E’ evidente che il futuro della razza umana non può essere mono planetaria. Urge cercare altri possibili pianeti sui quali installare delle basi permanenti, dove una nuova linea evolutiva di esseri umani possa vivere autonomamente. E urge altresì sviluppare tecnologie idonee a risolvere tutti i problemi inerenti, compresi quelli di difesa verso catastrofi potenziali che oggi possono apparire remote, ma che non lo sono. Sono vicine a casa nostra, dove viviamo ignari e tranquilli.
Si pensa ad un ritorno sulla Luna, ma soprattutto all’esplorazione e alla colonizzazione di Marte e non solo.

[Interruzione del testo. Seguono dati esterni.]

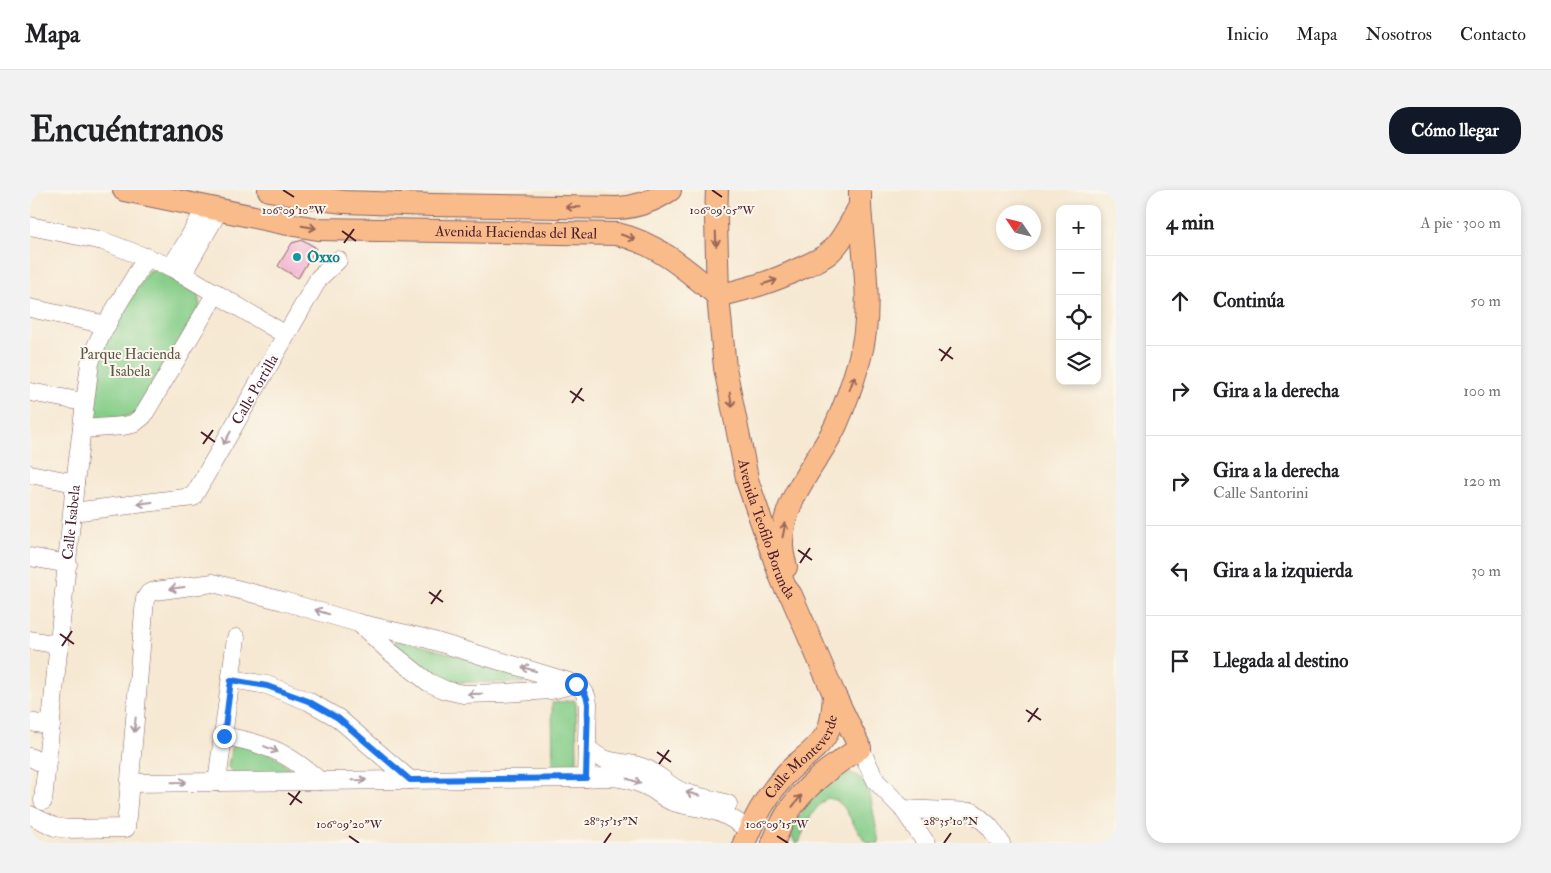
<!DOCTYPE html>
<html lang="es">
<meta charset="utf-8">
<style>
body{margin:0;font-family:"IM FELL Double Pica",serif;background:#f2f2f2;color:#202124}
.controls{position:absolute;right:15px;top:15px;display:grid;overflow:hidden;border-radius:10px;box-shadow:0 2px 8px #0003}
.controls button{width:45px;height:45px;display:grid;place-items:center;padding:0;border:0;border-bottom:1px solid #e0e0e0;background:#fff;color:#202124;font:25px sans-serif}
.compass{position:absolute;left:966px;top:15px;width:45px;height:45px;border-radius:50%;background:#fff;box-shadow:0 2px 8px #0003;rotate:305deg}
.stop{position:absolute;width:15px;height:15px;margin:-11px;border:4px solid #1a73e8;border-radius:50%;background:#fff}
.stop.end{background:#1a73e8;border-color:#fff;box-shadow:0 1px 5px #0008}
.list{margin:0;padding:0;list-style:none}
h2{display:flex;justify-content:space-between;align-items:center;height:65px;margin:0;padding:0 20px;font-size:21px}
h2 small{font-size:16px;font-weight:400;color:#757577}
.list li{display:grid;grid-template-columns:32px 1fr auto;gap:15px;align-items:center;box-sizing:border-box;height:90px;padding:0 20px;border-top:1px solid #e0e0e0}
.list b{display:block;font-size:19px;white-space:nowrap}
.list p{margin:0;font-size:16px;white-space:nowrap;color:#757577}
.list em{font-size:16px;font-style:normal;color:#757577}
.icon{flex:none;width:28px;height:28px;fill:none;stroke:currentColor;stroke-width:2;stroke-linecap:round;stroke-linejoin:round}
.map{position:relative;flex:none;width:1086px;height:653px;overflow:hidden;border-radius:20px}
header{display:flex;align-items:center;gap:30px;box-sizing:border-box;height:70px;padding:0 25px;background:#fff;border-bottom:1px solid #e0e0e0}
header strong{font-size:24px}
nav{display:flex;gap:28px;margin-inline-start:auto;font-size:18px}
.intro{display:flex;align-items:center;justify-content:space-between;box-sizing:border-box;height:120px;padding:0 30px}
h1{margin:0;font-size:35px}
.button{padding:12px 22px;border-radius:20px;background:#111827;color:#fff;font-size:18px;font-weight:700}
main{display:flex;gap:30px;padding:0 30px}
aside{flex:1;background:#fff;border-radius:20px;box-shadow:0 2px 8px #0003}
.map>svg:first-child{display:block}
.green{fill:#86cd89;stroke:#68765a}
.building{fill:#efa3c9}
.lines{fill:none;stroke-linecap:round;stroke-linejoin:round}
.minor-casing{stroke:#866565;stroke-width:19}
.major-casing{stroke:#866565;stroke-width:24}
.minor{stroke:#fff;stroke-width:18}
.major{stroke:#fabb8b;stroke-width:22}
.oneway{stroke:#996556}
.oneway2{stroke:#ae9aa0}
.route{stroke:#1a73e8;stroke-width:6}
.ticks{fill:none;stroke:#4a1f2b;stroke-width:2}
.culture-dot{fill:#0f9aa8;stroke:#fbf7ec;stroke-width:2}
.labels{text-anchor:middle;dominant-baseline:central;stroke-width:4;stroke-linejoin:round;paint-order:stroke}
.street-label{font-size:15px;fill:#4a1f2b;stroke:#fbf7ec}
.culture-label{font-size:15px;font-weight:bold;fill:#0d838f;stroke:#fbf7ec;text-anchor:start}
.park-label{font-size:15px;fill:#5c5347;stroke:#fbf7ec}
.ticks-label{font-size:12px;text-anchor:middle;fill:#4a1f2b;stroke:#fbf7ec;stroke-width:4;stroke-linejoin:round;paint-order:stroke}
</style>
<header>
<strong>Mapa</strong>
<nav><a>Inicio</a><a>Mapa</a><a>Nosotros</a><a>Contacto</a></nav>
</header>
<div class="intro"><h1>Encuéntranos</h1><a class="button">Cómo llegar</a></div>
<main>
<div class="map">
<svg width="1086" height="653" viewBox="0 0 1086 653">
<rect width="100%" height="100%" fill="#fbf7ec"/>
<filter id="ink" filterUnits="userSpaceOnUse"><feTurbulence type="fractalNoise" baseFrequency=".02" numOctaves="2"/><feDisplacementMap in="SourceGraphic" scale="10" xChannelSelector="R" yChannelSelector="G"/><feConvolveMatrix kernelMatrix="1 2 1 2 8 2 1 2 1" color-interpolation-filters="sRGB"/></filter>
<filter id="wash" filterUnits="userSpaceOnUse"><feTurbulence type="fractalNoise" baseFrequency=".0096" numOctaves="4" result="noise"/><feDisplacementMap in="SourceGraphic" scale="20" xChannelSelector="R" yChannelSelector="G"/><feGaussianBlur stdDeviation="1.12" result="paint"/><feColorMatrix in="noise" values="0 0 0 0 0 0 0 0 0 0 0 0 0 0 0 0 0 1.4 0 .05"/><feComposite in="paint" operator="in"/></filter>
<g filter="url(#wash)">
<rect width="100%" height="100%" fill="#f6e8d2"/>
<g class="green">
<polygon points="124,79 168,104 170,116 106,224 70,232 62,227 68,165 117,82"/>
<polygon points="366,449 514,489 513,493 425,492 401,484 364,454"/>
<polygon points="544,510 546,514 547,572 544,576 523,576 522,513"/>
<polygon points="206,554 235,560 265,582 203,583 198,577 201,558"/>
<path d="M822 583 838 593 849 653H837L826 638 814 617 806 610 797 608C781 621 776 634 769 653H765L760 642 776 616 798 592Z"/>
</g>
<g id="blocks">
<polygon class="building" points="273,50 286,58 268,88 248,76 262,53"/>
</g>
</g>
<g filter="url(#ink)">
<use href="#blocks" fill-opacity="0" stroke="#866565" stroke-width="1"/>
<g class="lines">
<g class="minor-casing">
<g id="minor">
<polyline points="0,36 73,51 141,77 256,145"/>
<polyline points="141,77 156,53 176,17"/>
<polyline points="153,83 189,20"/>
<polyline points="0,118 77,135"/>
<polyline points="0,202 54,212"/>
<polyline points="52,239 93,236 103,234 113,226 186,103"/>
<polyline points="0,284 45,293"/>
<path id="s1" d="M43 322 163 307 289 88 308 70"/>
<polyline points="0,367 38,374"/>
<polyline points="329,433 359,461 398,492 415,500 433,504 474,503 521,500 545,494"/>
<polyline points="0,450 29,455"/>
<polyline points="201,489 237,495 278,511 308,528 380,590"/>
<polyline points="0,532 21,536"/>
<path d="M194 546C211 549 228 553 244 560 261 567 276 579 290 591"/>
<path d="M557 557C578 579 594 568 617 579 630 585 639 597 653 602 667 607 683 609 698 614"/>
<polyline points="830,558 846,591 873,619 896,653"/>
<polyline points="0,567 16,575"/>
<polyline points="187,592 206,448"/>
<path d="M100 593 556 588C581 586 597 586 620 598 628 602 634 609 643 612 656 616 668 617 681 620 695 623 707 632 719 640"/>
<path id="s2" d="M13 611 45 293 60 173C71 137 97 100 117 67"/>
<polyline points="873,619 943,622 959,636 971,653"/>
<path d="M0 625 25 637 37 639 96 638 115 409 119 403 125 401 183 393 253 411 328 433 394 448 546 494C554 500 557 505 558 514L556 588"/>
</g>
</g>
<g class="major-casing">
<g id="major">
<path id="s3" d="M94 0 258 34 288 39 587 44C627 53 657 80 688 106 716 99 743 92 769 79 780 74 791 70 800 62 813 50 821 32 830 16"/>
<path d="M239 0 291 9 314 12 403 15 588 18C607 17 624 11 640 0"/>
<path id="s4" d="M687 0 686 29 688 106 695 178 718 293 750 385 755 397 761 405 804 504 830 558C802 576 774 596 757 624 751 633 747 644 743 653"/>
<path d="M756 377C754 370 752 363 752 355 751 310 788 273 806 235 815 215 823 192 829 171 844 122 833 67 830 16V0"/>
<path id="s5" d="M714 653C724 628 738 604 756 584 769 570 788 560 797 543 803 531 803 518 804 505"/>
</g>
</g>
<use href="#minor" class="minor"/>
<use href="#major" class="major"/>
</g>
<defs><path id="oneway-shaft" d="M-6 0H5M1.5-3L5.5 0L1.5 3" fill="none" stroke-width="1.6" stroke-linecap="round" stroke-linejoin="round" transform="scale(1.25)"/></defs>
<g class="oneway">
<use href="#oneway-shaft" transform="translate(543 17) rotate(-179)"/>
<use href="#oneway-shaft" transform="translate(279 37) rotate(9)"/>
<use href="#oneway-shaft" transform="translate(598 47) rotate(19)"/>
<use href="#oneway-shaft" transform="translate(686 49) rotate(88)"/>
<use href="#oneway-shaft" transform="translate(740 92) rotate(-18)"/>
<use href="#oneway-shaft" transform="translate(822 193) rotate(-70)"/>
<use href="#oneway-shaft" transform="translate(701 210) rotate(80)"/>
<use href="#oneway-shaft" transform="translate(754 340) rotate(-79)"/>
<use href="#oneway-shaft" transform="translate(767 611) rotate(-52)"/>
</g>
<g class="oneway2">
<use href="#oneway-shaft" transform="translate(197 248) rotate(120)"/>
<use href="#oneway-shaft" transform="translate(115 313) rotate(173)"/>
<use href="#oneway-shaft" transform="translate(147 398) rotate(173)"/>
<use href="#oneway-shaft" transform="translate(292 422) rotate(-163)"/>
<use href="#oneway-shaft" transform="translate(499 479) rotate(-163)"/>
<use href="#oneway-shaft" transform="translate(445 504) rotate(179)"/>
<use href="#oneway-shaft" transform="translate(105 535) rotate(95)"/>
<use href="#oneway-shaft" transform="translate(241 559) rotate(23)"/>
<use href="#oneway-shaft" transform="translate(329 590) rotate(-1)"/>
<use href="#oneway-shaft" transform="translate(604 591) rotate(19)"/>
<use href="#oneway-shaft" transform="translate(149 592) rotate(-1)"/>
<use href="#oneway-shaft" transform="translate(663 604) rotate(-166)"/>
</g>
</g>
<g class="lines" filter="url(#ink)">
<path class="route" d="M194 546 201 490 237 496 278 511 308 528 380 590 556 588 558 514C557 505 554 500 546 494"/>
</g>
<path class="ticks" d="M253 0 264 7M682 0 692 7M312 41 326 51M314 53 324 39M909 159 923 169M911 171 921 157M540 201 554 211M542 213 552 198M171 242 185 252M173 254 183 240M768 360 782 370M770 373 780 358M399 402 413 412M401 414 411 400M30 444 44 454M32 456 42 441M996 520 1011 530M998 532 1008 518M627 562 641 572M629 574 639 560M258 603 272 613M260 615 270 601M319 646 329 653M747 646 758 653M574 653 581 643M914 653 921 643"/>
<circle class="culture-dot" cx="267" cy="67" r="5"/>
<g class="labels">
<g class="street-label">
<text stroke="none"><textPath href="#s3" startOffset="396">Avenida Haciendas del Real</textPath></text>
<text stroke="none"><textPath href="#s1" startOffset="245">Calle Portilla</textPath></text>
<text stroke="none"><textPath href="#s4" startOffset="345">Avenida Teofilo Borunda</textPath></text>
<text stroke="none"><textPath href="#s2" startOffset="280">Calle Isabela</textPath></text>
<text stroke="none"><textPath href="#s5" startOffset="105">Calle Monteverde</textPath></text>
</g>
<g class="culture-label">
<text x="277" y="67">Oxxo</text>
</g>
<g class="park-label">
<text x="100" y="164">Parque Hacienda<tspan x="100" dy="17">Isabela</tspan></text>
</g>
</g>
<g class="ticks-label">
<text x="264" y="24">106°09'10"W</text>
<text x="692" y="24">106°09'05"W</text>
<text x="581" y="635">28°35'15"N</text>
<text x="921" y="635">28°35'10"N</text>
<text x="319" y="638">106°09'20"W</text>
<text x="747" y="638">106°09'15"W</text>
</g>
</svg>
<div class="controls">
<button>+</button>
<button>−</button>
<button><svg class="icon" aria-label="locate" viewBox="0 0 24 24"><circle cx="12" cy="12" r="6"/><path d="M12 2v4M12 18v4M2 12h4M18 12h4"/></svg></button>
<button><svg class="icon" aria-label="layers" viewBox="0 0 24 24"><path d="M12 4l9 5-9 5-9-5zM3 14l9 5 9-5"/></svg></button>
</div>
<svg class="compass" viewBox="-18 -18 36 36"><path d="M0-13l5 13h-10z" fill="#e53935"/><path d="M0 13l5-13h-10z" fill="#757577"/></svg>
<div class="stop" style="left:546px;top:494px"></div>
<div class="stop end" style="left:194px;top:546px"></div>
</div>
<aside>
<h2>4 min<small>A pie · 300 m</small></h2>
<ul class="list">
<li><svg class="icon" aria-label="ahead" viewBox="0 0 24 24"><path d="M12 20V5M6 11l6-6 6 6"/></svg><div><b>Continúa</b></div><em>50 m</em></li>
<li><svg class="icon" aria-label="right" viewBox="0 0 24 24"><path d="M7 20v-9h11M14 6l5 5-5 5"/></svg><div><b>Gira a la derecha</b></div><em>100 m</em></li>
<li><svg class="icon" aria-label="right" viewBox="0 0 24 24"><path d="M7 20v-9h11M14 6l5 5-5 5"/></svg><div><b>Gira a la derecha</b><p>Calle Santorini</p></div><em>120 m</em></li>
<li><svg class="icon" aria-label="left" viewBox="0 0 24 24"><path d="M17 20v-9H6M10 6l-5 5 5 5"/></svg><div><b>Gira a la izquierda</b></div><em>30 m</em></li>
<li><svg class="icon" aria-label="arrive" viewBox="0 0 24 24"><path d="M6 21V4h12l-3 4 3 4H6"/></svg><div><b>Llegada al destino</b></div></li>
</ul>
</aside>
</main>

Come dice Young: “The massage is clear. Single-planet species don’t last… The potential of catastrophe is serious _ and close to home… But who in NASA has been putting the development of these technologies on a high-priority basis?”
[Il messaggio è chiaro. Le specie che vivono su un solo pianeta non durano… Il potenziale di una catastrofe è serio _ e prossimo alla nostra casa. Ma chi alla NASA ha messo lo sviluppo di queste tecnologie sulla base di una priorità alta?].
Certe tecnologie dovrebbero essere in cima alla lista delle priorità, dovrebbe essere fatto ogni sforzo, anche economico, per diffondere la consapevolezza, la volontà e la capacità di difenderci.
Ma, se mi guardo intorno, devo convenire con Young, nessuno sembra preoccuparsene affatto.
Young ci ha lasciato all’inizio dell’anno 2018.
E ha lasciato anche una moltitudine di problemi ancora aperti ed insoluti.